Sophie Monks Kaufman


Juliette Binoche explains how to chase freedom on feminine terms

The French actor gave an inspiring talk about gender equality at the Cannes Film Festival.

It’s hard to keep the conversation about gender representation in film fresh. Bringing art to activism is a question of being more creative than simply trotting out the party line, repeatedly, until death. Trust Juliette Binoche – the Palme d’Or and Oscar-winning French actress, who has worked with art-house dons like Jean-Luc Godard, Michael Haneke, Hou Hsiao-Hsien, Abbas Kiarostami and Krzysztof Kieślowski, not to mention, turned Steven Spielberg down three times – to offer a spirited and inclusive take on achieving gender equality.

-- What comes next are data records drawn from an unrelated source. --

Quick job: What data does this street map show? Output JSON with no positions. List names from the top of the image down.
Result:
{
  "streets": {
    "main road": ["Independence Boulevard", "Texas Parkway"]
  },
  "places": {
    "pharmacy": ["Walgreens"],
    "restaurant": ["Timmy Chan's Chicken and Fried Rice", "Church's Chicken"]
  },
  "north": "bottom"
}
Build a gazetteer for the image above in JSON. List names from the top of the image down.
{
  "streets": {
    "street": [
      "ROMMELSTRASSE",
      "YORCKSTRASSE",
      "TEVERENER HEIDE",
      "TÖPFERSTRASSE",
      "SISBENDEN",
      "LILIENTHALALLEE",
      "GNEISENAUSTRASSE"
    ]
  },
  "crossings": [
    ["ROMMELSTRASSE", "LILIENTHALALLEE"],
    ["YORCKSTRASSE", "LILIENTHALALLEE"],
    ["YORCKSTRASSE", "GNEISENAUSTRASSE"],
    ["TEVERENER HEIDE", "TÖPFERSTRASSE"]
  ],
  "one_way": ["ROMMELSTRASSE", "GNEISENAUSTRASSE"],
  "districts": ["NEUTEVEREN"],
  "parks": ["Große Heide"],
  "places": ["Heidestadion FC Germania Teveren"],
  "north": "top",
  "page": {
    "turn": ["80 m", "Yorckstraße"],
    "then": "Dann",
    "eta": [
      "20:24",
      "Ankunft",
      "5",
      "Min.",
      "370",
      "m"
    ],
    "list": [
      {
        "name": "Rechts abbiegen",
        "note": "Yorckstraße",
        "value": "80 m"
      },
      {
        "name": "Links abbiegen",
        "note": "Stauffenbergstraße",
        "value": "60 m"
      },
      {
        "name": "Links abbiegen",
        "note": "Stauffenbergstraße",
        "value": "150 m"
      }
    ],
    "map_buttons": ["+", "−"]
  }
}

“It’s not about only women,” said Binoche, speaking at a Women in Motion talk at this year’s Cannes Film Festival, “It’s also awakening the need in men to talk about the feminine, because the world, the way it’s happening, it feels frightening. We need to open up to another layer of the self, which is another way… the concept of life, the feeling of life, feeling another space inside us.”

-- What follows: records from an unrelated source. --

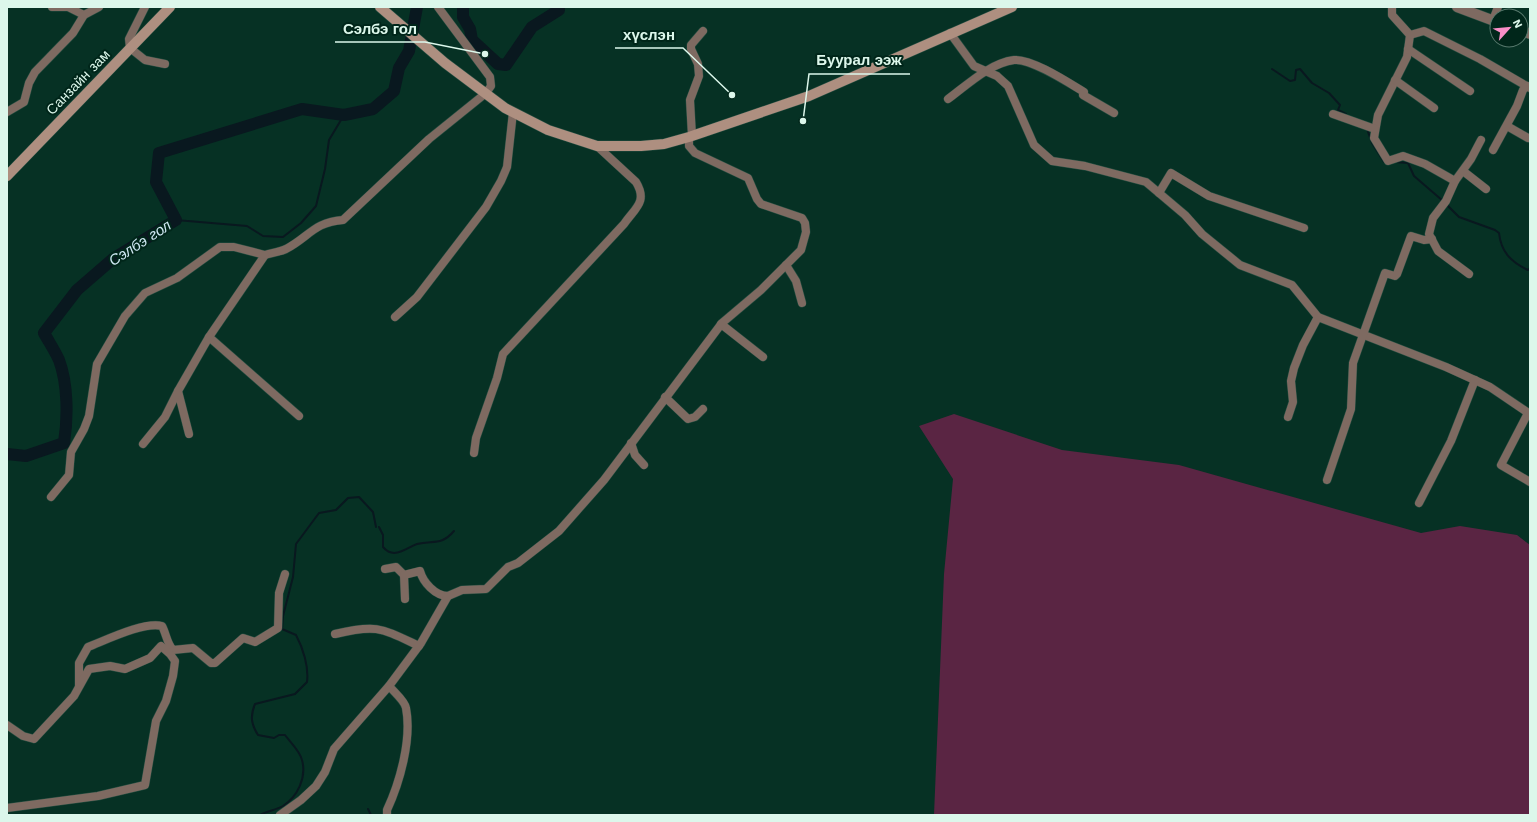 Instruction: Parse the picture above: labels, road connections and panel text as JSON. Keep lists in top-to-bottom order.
{
  "streets": {
    "main road": ["Санзайн зам"]
  },
  "water": ["Сэлбэ гол"],
  "places": ["Сэлбэ гол", "хүслэн", "Буурал ээж"],
  "north": "top right"
}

Showing confident fluency at communicating abstractly about the deep forces at work inside us, Binoche continued: “I believe that the two poles – the masculine and the feminine – are in each of us. The first impulse to come to life is something about masculinity: conquering life, conquering the world, but you have to have equilibrium between those two poles. You have to relax, you have to allow another layer of yourself, and it means somehow the drive has to go down, the need of possession has to go down, the need of power has to go down. It’s a sort of a humility space you’ve got to find.”

It was exhilarating to hear that Binoche has been expressing these views to some of the world’s most powerful and influential male directors. She explained how she challenged Spielberg and Scorsese over their lack of female protagonists, confiding and lamenting that: “Scorsese has a very feminine side of himself. For me, he didn’t explore his feminine side.”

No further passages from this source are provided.